**TASK OBJECTIVE:** In the material below, find every line with "shadow" and pull it out.

** Opening RAW DATA block **

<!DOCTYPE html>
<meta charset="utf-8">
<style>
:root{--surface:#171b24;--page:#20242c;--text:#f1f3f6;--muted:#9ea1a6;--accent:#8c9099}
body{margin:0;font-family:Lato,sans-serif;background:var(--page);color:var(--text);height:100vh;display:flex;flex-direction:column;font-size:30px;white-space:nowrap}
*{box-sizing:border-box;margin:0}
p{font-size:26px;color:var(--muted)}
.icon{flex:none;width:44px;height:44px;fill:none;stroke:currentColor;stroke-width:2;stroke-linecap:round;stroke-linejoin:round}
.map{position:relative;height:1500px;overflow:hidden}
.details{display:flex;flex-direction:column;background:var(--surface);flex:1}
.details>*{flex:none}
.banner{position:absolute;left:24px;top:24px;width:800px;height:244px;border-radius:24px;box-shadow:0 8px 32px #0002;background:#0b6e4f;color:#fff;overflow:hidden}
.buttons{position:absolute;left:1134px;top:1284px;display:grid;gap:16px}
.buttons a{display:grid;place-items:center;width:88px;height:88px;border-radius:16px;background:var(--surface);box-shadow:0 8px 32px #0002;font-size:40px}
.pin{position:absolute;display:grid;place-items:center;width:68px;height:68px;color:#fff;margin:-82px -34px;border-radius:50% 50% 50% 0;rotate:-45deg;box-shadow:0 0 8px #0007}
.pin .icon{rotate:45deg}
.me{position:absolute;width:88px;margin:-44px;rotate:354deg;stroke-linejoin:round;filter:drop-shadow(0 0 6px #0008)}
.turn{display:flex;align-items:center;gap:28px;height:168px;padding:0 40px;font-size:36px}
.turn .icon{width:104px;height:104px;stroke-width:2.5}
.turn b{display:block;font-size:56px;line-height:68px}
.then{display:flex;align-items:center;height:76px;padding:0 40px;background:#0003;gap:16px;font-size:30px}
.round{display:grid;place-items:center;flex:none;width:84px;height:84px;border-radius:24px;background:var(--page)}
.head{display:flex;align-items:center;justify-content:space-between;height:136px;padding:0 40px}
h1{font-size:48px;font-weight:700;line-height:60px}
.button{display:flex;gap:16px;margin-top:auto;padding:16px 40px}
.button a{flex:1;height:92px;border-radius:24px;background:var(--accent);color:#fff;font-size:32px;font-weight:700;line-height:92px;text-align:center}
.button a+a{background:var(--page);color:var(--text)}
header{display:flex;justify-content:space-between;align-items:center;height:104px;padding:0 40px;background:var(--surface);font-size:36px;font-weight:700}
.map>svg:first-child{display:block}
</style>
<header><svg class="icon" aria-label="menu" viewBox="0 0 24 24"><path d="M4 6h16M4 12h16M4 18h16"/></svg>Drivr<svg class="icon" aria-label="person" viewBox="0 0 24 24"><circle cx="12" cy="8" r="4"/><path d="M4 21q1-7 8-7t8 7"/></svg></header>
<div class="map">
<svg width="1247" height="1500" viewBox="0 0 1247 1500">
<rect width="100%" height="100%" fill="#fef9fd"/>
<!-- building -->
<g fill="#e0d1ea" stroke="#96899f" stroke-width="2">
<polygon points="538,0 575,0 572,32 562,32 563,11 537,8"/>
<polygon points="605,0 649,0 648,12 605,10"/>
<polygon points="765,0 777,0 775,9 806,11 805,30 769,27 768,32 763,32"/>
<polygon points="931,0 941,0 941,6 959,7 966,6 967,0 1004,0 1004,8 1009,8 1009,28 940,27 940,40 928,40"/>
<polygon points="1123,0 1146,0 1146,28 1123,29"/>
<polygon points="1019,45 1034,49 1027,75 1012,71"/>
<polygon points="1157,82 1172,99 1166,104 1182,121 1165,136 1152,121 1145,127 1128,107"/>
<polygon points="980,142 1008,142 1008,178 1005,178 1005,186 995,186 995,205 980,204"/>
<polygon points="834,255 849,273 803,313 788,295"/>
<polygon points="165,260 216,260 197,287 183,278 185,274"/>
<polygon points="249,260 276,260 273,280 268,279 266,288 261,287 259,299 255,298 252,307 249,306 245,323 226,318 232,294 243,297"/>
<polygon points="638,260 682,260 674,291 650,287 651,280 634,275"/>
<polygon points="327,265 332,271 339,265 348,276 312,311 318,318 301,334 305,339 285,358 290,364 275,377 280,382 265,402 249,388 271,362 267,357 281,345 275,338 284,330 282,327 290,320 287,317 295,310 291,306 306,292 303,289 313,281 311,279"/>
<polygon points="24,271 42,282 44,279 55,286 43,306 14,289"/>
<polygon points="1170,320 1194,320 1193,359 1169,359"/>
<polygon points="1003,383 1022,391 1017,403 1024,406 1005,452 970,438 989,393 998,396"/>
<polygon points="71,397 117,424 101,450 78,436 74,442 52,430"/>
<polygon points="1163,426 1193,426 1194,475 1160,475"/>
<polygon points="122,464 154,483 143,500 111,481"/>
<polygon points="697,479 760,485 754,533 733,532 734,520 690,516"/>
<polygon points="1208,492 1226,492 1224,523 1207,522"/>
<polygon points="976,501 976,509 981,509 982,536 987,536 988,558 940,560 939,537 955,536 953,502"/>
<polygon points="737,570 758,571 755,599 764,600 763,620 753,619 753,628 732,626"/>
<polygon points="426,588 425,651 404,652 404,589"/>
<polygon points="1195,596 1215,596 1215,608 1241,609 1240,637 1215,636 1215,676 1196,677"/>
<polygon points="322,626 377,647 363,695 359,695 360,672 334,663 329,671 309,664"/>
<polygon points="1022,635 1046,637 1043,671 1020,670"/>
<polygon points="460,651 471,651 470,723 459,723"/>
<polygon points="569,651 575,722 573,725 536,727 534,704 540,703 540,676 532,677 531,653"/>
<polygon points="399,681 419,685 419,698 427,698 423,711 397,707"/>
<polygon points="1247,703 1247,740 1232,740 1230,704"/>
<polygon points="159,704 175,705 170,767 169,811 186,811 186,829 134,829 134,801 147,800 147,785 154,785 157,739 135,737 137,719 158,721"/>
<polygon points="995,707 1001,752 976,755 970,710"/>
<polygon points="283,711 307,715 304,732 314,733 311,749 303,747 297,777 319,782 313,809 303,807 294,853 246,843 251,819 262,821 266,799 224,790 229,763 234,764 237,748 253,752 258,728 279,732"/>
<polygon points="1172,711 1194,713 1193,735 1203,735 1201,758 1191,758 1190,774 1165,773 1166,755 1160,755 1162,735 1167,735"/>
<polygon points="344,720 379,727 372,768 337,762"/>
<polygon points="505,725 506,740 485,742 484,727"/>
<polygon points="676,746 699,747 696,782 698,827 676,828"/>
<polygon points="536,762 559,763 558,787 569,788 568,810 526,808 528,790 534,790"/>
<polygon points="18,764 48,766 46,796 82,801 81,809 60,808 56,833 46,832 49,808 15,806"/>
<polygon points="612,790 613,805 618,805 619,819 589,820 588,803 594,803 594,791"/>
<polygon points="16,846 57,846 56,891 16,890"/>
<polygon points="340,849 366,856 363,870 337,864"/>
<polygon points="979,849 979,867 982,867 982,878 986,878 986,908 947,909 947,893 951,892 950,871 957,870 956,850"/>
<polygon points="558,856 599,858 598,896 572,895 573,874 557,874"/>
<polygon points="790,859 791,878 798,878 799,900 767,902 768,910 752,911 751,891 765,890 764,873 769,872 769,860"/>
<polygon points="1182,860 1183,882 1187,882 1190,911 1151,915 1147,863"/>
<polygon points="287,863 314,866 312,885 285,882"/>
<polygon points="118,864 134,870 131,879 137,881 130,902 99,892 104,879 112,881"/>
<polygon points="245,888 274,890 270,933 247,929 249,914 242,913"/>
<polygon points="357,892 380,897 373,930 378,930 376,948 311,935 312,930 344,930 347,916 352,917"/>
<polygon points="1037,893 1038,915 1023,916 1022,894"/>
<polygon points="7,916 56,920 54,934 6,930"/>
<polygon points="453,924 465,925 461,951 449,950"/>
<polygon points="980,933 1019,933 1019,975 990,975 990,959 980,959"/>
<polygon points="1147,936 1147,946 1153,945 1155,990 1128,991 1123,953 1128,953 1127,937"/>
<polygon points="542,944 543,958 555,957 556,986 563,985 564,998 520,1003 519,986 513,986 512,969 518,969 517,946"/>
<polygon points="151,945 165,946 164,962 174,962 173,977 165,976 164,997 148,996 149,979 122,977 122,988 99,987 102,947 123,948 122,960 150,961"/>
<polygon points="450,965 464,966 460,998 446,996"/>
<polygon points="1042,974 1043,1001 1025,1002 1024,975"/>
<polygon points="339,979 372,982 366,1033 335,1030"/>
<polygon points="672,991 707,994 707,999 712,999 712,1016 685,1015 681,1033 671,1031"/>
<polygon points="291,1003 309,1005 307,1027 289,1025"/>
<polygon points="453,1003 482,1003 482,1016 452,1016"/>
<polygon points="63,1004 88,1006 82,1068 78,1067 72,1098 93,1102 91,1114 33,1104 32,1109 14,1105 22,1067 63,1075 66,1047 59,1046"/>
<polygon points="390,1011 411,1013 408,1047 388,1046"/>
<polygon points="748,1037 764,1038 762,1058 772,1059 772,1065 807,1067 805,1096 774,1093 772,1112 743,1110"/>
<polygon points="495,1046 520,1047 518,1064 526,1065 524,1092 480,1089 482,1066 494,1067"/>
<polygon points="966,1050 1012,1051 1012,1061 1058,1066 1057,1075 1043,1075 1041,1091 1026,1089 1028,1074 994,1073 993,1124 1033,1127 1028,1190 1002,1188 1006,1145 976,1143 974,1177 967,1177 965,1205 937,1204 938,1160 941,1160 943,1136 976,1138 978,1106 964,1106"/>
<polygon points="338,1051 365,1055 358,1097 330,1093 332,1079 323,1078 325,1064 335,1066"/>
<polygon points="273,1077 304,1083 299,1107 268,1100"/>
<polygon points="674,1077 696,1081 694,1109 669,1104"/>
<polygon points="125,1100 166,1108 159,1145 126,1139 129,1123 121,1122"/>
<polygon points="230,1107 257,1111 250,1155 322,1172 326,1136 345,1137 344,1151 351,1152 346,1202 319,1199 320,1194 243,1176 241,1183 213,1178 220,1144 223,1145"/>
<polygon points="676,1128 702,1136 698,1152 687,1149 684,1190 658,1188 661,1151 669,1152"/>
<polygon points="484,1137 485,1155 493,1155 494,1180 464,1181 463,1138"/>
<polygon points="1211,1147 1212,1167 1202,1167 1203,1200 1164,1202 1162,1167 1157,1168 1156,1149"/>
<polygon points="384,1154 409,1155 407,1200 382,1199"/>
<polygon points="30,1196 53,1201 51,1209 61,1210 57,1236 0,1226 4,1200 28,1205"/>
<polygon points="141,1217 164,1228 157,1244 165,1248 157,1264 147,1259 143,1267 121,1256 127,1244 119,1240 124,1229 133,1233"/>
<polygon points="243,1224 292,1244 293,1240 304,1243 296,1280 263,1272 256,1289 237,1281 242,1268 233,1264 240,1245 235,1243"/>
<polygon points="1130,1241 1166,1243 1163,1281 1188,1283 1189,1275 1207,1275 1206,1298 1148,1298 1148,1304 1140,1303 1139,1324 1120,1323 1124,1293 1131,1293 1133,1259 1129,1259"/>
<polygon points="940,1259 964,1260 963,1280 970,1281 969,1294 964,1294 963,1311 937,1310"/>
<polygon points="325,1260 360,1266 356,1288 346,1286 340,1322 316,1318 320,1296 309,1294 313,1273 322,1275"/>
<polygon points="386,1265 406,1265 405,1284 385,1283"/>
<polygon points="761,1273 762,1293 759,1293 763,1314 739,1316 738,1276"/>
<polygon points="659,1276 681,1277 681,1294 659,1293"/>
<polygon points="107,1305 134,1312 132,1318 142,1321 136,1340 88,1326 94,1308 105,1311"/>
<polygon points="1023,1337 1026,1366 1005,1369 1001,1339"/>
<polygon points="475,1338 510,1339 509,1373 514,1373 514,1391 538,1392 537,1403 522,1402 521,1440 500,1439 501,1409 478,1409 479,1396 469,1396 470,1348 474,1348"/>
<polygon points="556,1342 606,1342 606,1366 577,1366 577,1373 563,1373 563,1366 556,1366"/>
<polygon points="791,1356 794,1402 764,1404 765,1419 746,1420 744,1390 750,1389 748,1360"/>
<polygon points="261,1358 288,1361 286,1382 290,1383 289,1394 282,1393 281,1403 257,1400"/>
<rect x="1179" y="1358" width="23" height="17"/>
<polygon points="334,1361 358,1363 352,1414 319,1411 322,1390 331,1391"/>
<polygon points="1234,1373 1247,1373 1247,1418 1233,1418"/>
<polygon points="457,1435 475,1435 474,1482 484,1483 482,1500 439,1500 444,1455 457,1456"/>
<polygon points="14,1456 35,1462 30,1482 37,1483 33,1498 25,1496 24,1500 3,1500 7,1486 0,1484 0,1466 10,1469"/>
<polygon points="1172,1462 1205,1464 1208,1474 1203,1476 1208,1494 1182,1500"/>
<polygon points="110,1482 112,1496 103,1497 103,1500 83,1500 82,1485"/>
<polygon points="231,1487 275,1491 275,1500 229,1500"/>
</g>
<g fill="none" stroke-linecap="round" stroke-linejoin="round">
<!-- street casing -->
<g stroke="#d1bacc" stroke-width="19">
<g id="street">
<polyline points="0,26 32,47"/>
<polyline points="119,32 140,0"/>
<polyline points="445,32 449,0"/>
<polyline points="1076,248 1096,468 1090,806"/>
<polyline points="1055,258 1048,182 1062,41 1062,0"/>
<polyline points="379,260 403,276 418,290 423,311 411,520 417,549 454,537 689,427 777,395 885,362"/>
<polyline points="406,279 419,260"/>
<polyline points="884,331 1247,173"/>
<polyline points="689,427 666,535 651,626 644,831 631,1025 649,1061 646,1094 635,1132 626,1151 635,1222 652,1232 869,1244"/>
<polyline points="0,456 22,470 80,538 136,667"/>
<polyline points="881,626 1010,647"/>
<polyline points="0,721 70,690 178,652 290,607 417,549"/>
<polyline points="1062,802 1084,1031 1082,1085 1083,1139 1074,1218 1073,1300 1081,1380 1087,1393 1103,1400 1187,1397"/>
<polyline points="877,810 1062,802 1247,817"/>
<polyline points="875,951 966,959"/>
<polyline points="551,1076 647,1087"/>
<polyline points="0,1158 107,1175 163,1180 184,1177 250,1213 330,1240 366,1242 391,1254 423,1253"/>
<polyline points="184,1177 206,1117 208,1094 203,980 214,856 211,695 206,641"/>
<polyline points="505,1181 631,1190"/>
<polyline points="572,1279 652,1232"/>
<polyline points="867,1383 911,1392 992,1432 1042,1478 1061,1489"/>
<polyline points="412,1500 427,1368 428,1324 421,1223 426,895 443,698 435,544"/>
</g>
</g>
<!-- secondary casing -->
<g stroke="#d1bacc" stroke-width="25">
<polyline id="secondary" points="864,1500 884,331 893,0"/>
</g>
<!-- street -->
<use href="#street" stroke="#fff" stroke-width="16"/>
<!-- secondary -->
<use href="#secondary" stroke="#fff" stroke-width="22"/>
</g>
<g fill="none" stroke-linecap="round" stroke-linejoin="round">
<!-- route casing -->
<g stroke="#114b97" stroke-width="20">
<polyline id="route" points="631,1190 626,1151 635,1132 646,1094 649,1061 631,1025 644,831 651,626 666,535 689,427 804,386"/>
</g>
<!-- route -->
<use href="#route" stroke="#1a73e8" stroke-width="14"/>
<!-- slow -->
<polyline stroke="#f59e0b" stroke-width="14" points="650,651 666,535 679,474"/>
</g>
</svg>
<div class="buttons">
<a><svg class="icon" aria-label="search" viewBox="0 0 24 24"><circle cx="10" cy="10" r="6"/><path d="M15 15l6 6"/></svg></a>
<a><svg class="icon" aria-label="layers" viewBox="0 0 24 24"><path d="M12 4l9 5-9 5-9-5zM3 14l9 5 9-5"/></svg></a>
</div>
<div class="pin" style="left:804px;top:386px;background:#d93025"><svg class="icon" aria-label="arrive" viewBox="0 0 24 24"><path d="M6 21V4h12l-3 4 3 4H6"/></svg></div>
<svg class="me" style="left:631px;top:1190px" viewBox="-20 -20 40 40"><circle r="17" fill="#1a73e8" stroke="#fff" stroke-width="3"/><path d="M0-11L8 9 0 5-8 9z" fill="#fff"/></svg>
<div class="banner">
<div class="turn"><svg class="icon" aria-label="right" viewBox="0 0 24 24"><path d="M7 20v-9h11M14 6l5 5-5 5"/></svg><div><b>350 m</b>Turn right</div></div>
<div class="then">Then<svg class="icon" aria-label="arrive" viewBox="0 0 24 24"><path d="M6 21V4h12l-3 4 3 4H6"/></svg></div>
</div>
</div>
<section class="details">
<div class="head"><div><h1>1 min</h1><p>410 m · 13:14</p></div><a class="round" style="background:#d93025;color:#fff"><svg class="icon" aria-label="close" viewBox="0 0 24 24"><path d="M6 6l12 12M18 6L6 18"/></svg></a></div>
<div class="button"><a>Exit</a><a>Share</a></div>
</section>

** Closing RAW DATA block **

**EXERCISE ANSWER:**
.banner{position:absolute;left:24px;top:24px;width:800px;height:244px;border-radius:24px;box-shadow:0 8px 32px #0002;background:#0b6e4f;color:#fff;overflow:hidden}
.buttons a{display:grid;place-items:center;width:88px;height:88px;border-radius:16px;background:var(--surface);box-shadow:0 8px 32px #0002;font-size:40px}
.pin{position:absolute;display:grid;place-items:center;width:68px;height:68px;color:#fff;margin:-82px -34px;border-radius:50% 50% 50% 0;rotate:-45deg;box-shadow:0 0 8px #0007}
.me{position:absolute;width:88px;margin:-44px;rotate:354deg;stroke-linejoin:round;filter:drop-shadow(0 0 6px #0008)}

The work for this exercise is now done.